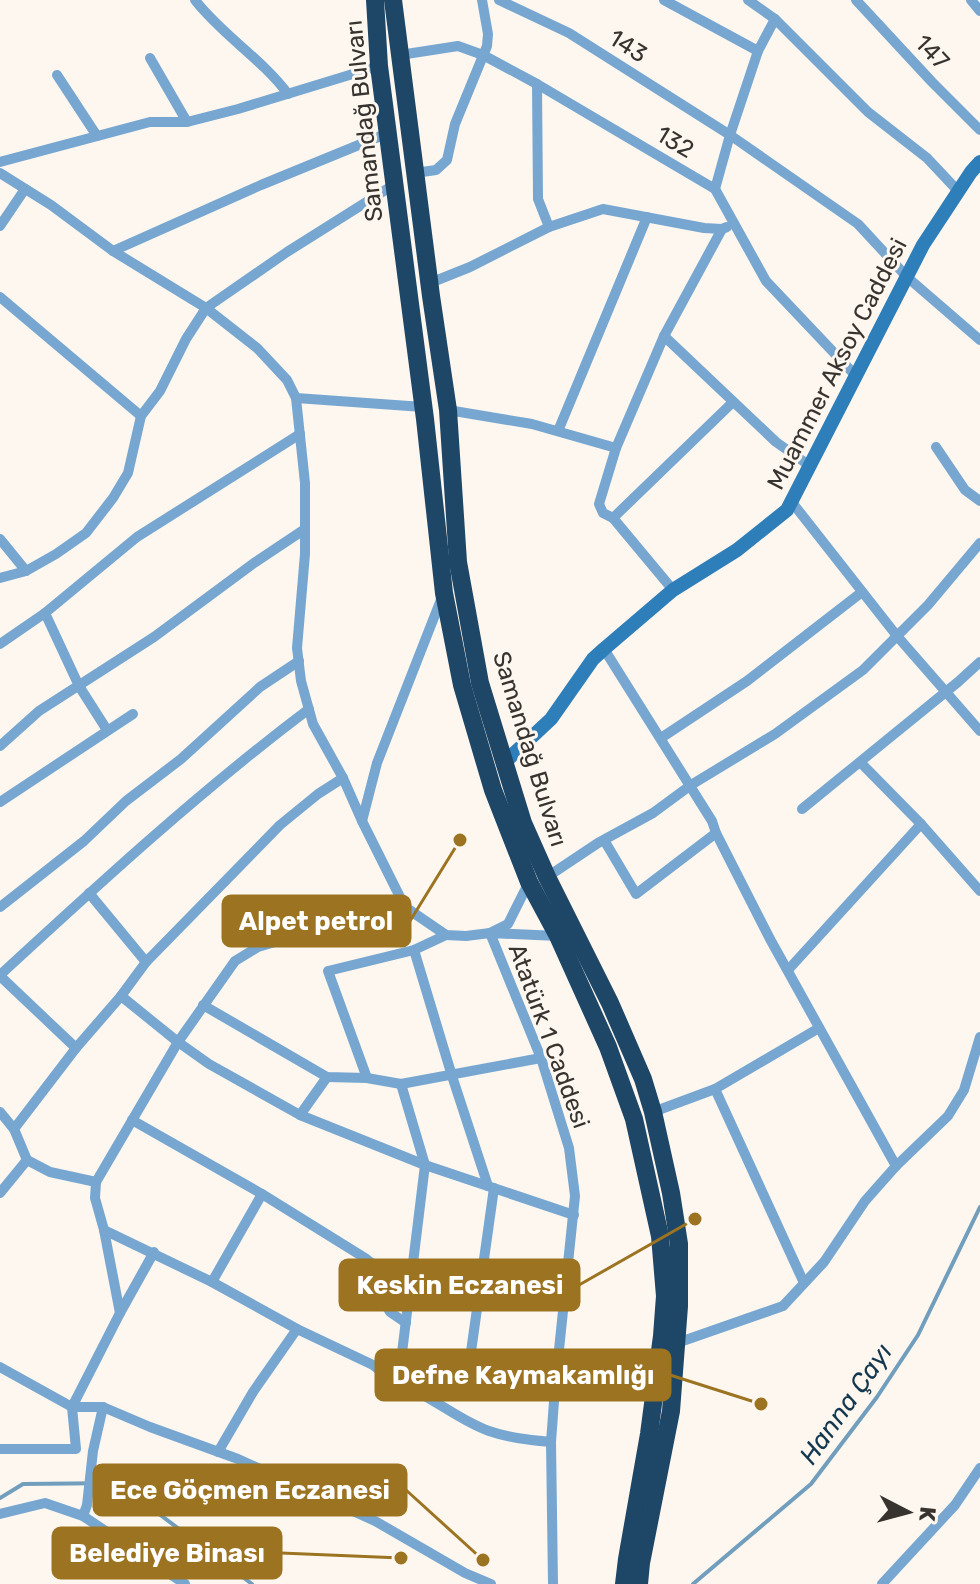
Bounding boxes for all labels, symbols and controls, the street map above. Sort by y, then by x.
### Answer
street label: Samandağ Bulvarı [340,19,388,223]
street label: 143 [604,24,652,68]
street label: 147 [909,29,955,75]
street label: 132 [651,120,699,164]
street label: Muammer Aksoy Caddesi [761,234,913,494]
street label: Samandağ Bulvarı [487,648,573,850]
callout: Alpet petrol [223,896,410,946]
text: Alpet petrol [239,906,393,937]
street label: Atatürk 1 Caddesi [503,940,595,1132]
callout: Keskin Eczanesi [340,1260,579,1310]
text: Keskin Eczanesi [357,1270,563,1301]
water label: Hanna Çayı [793,1338,899,1470]
callout: Defne Kaymakamlığı [376,1350,670,1400]
text: Defne Kaymakamlığı [392,1360,654,1391]
callout: Ece Göçmen Eczanesi [94,1465,406,1515]
north arrow [868,1472,948,1552]
text: Ece Göçmen Eczanesi [110,1475,390,1506]
text: K [913,1505,942,1523]
callout: Belediye Binası [53,1528,281,1578]
text: Belediye Binası [69,1538,265,1569]

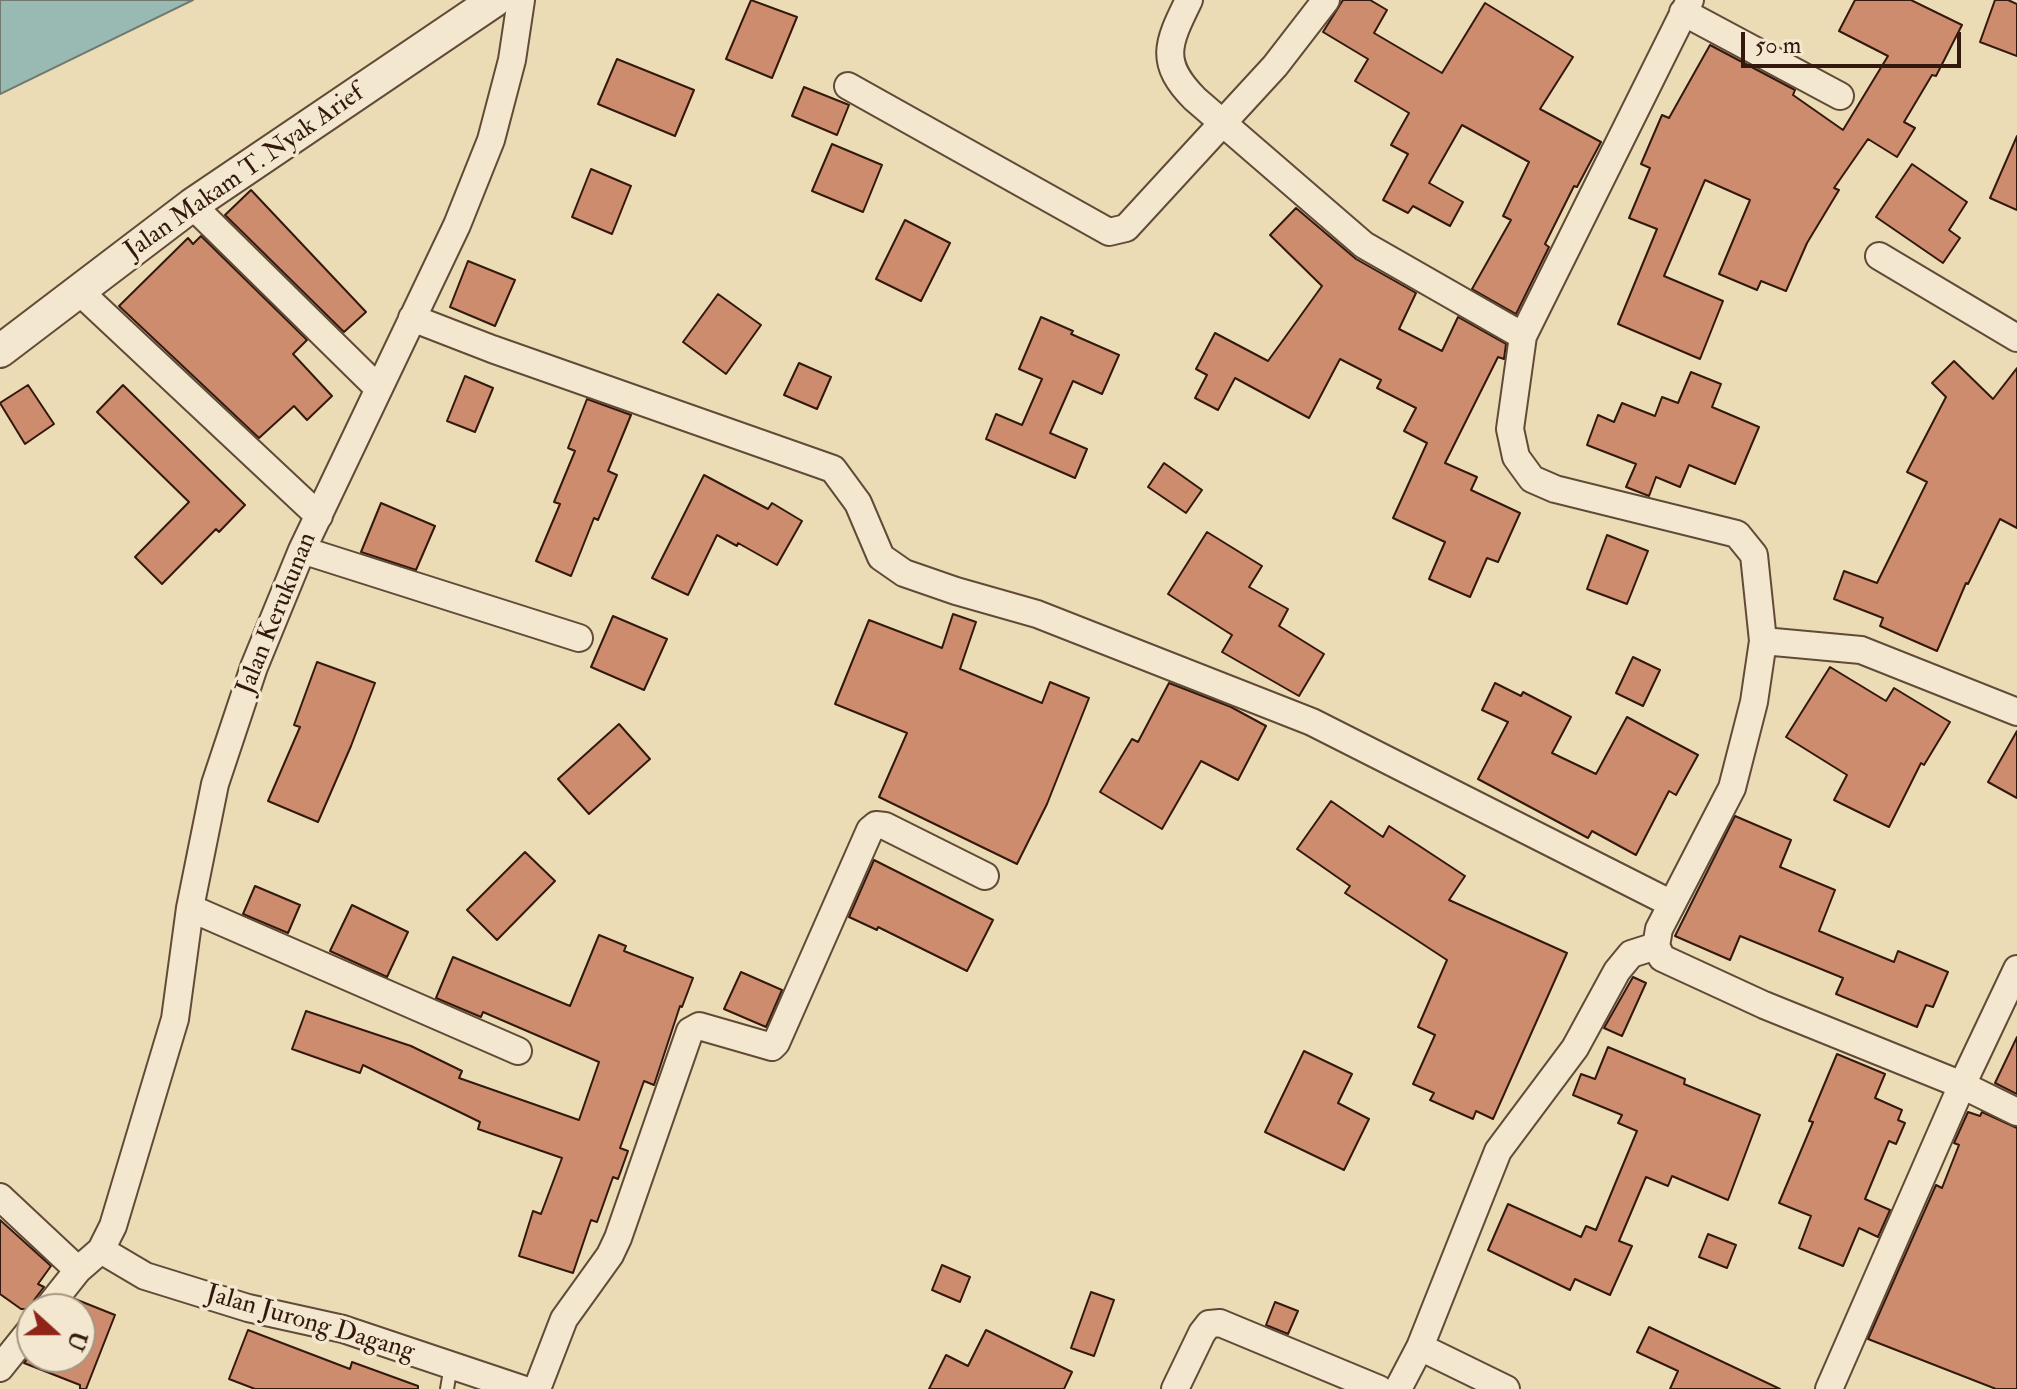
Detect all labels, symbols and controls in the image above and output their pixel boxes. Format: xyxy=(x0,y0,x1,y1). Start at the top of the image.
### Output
scale bar xyxy=(1745,16,1965,66)
text: 50 m xyxy=(1755,30,1801,61)
street label: Jalan Makam T. Nyak Arief xyxy=(119,79,371,267)
street label: Jalan Kerukunan xyxy=(231,528,325,700)
street label: Jalan Jurong Dagang xyxy=(202,1279,418,1369)
north arrow xyxy=(16,1293,96,1373)
text: U xyxy=(60,1327,93,1355)

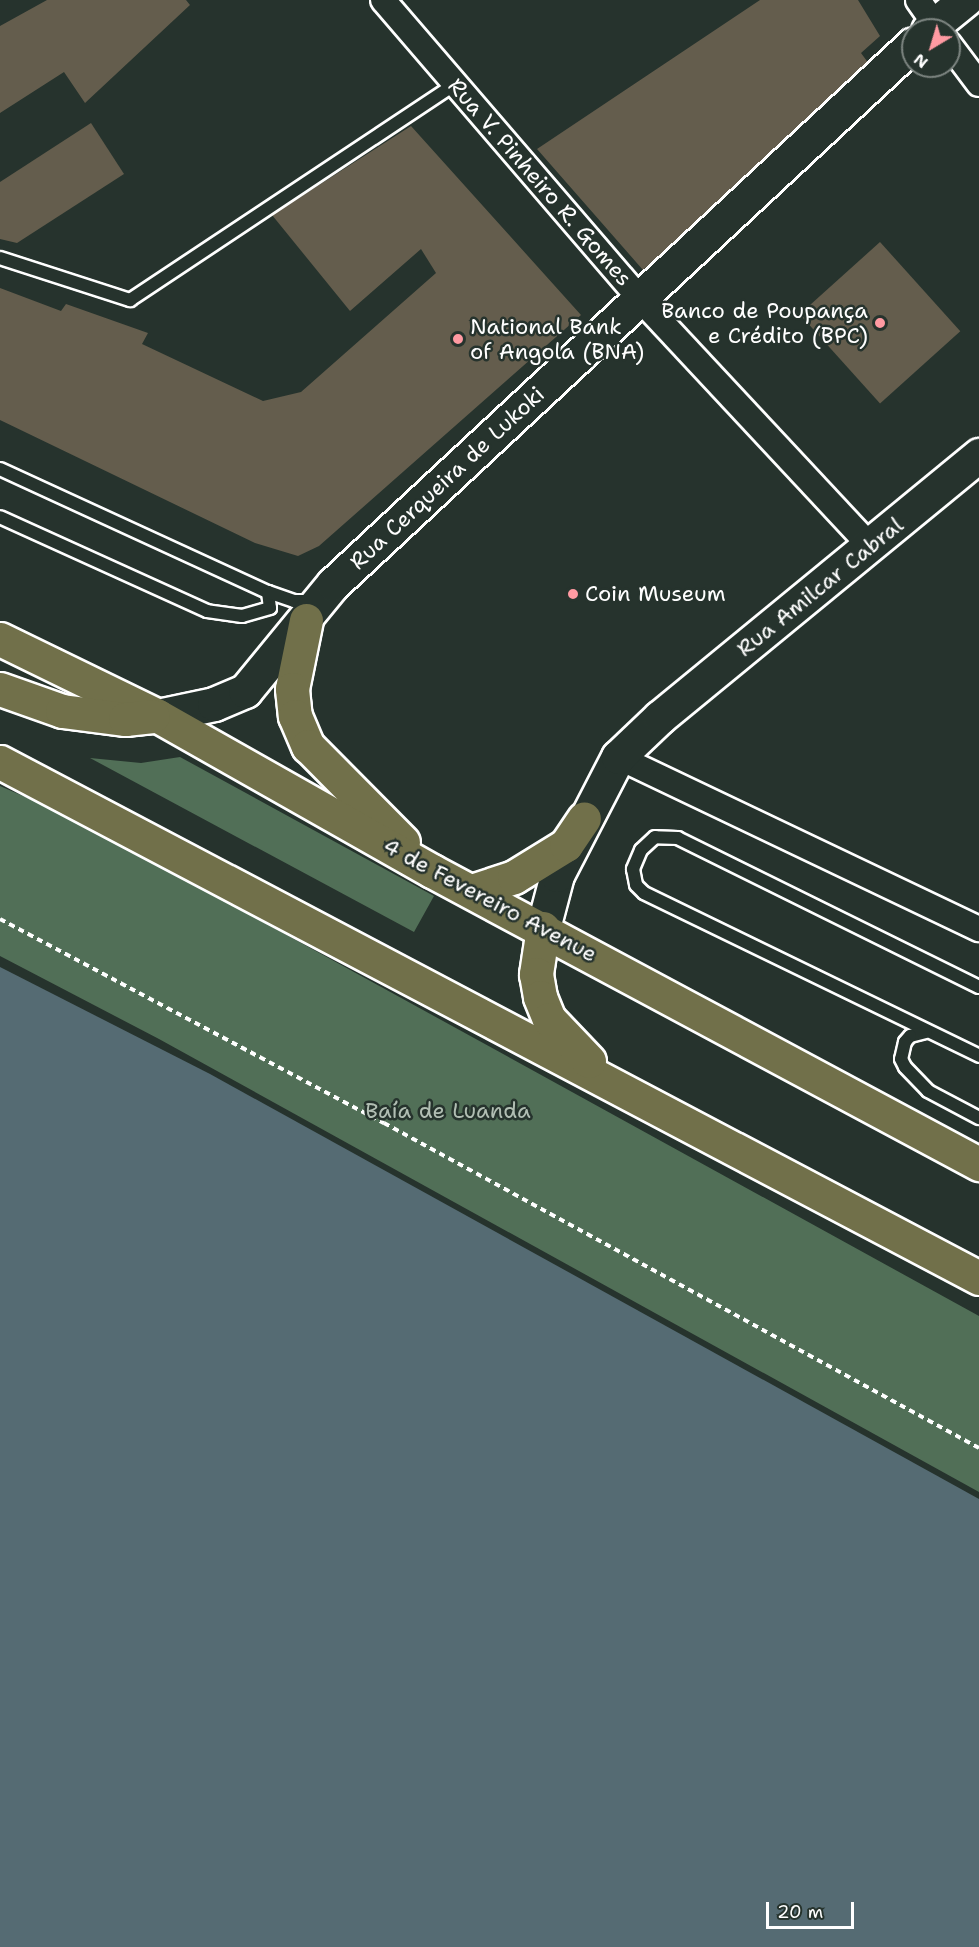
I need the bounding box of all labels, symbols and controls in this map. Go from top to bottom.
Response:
north arrow [901,18,961,78]
text: N [909,49,932,73]
street label: Rua V. Pinheiro R. Gomes [443,73,637,291]
place label: Banco de Poupança e Crédito (BPC) [661,297,868,348]
place label: National Bank of Angola (BNA) [470,313,644,364]
marker: Banco de Poupança e Crédito (BPC) [873,316,887,330]
marker: National Bank of Angola (BNA) [451,332,465,346]
street label: Rua Cerqueira de Lukoki [344,381,550,575]
street label: Rua Amilcar Cabral [732,512,908,662]
place label: Coin Museum [585,581,726,607]
marker: Coin Museum [566,587,580,601]
street label: 4 de Fevereiro Avenue [379,832,601,968]
park label: Baía de Luanda [365,1098,531,1124]
scale bar [769,1890,858,1928]
text: 20 m [777,1900,823,1924]

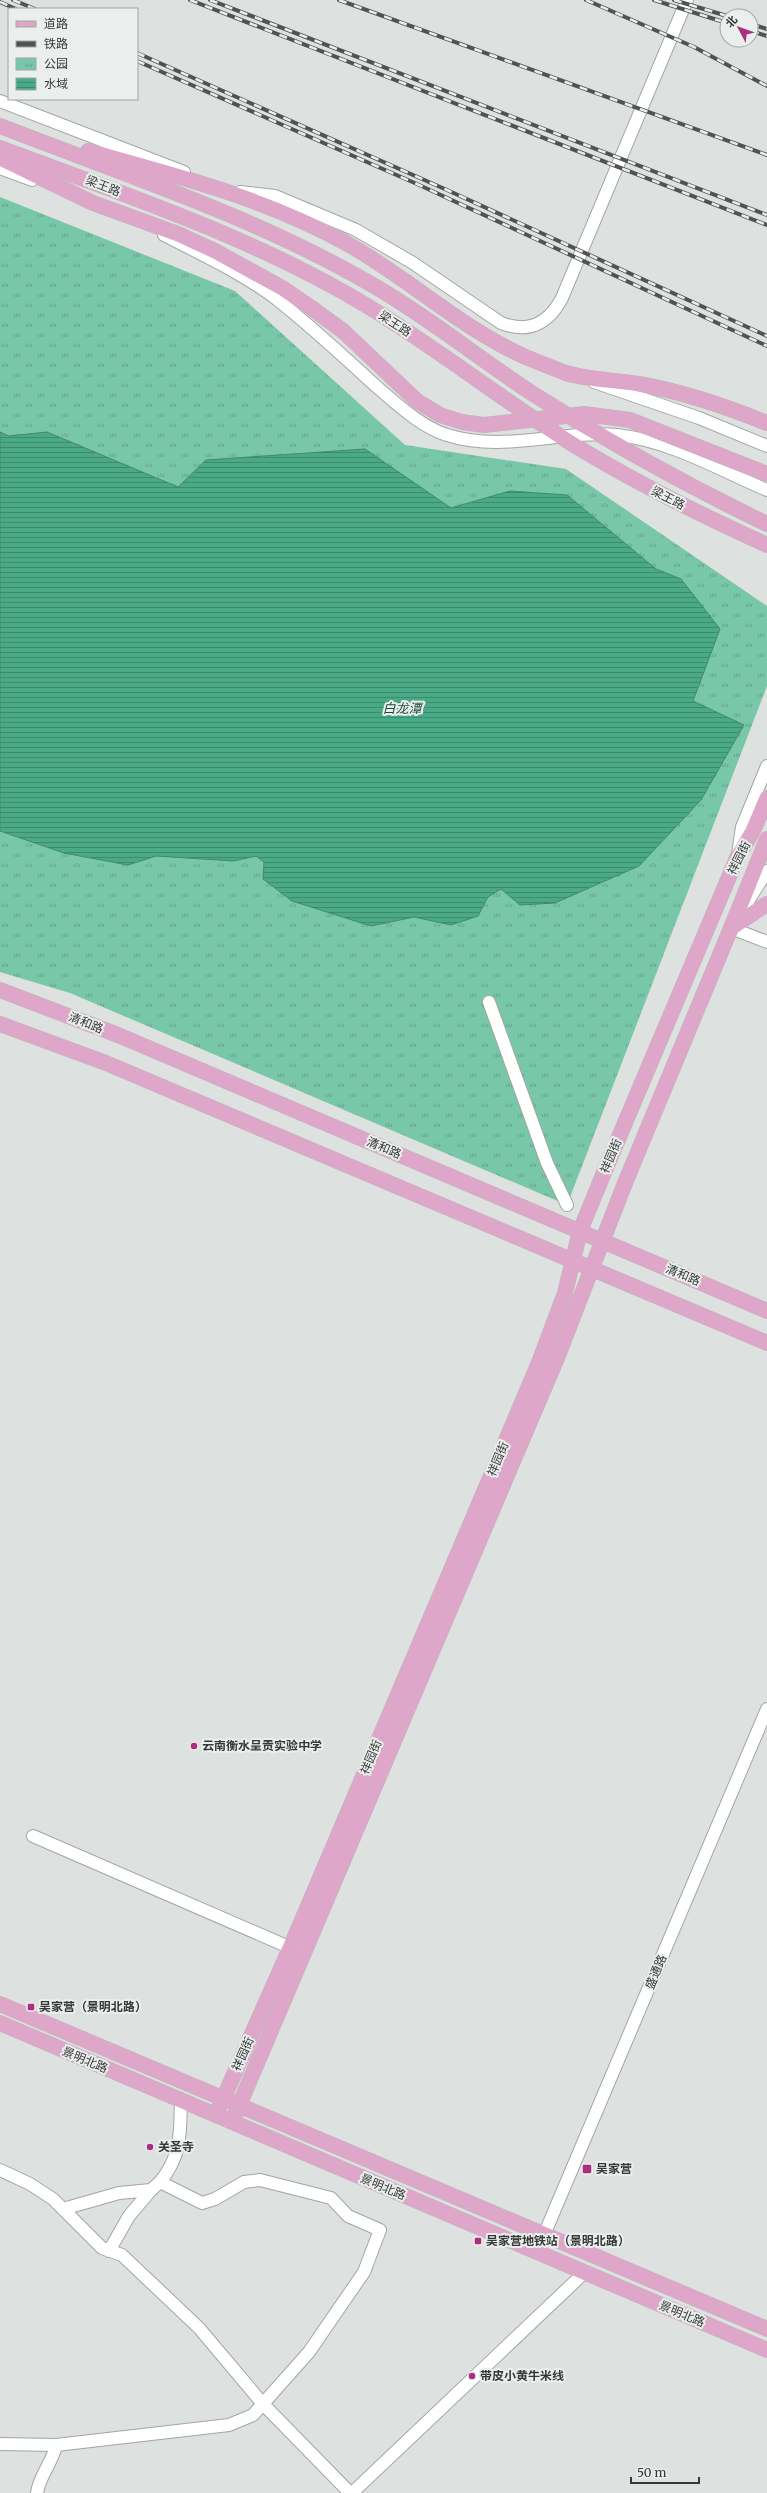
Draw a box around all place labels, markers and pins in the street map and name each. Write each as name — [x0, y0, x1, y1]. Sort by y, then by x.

▸ Work instructions:
The required output is the line containing "I need the bounding" plus every line after it to the end of the data, copied exactly and with no pictures.

▸ Reply:
I need the bounding box of all labels, symbols and controls in this map. Go from top to bottom.
Response:
north arrow [901,18,961,78]
text: N [909,49,932,73]
street label: Rua V. Pinheiro R. Gomes [443,73,637,291]
place label: Banco de Poupança e Crédito (BPC) [661,297,868,348]
place label: National Bank of Angola (BNA) [470,313,644,364]
marker: Banco de Poupança e Crédito (BPC) [873,316,887,330]
marker: National Bank of Angola (BNA) [451,332,465,346]
street label: Rua Cerqueira de Lukoki [344,381,550,575]
street label: Rua Amilcar Cabral [732,512,908,662]
place label: Coin Museum [585,581,726,607]
marker: Coin Museum [566,587,580,601]
street label: 4 de Fevereiro Avenue [379,832,601,968]
park label: Baía de Luanda [365,1098,531,1124]
scale bar [769,1890,858,1928]
text: 20 m [777,1900,823,1924]

Draw a box around all place labels, markers and pins in the street map and name each. Write each as name — [x0, y0, x1, y1]. Sort by y, then by x.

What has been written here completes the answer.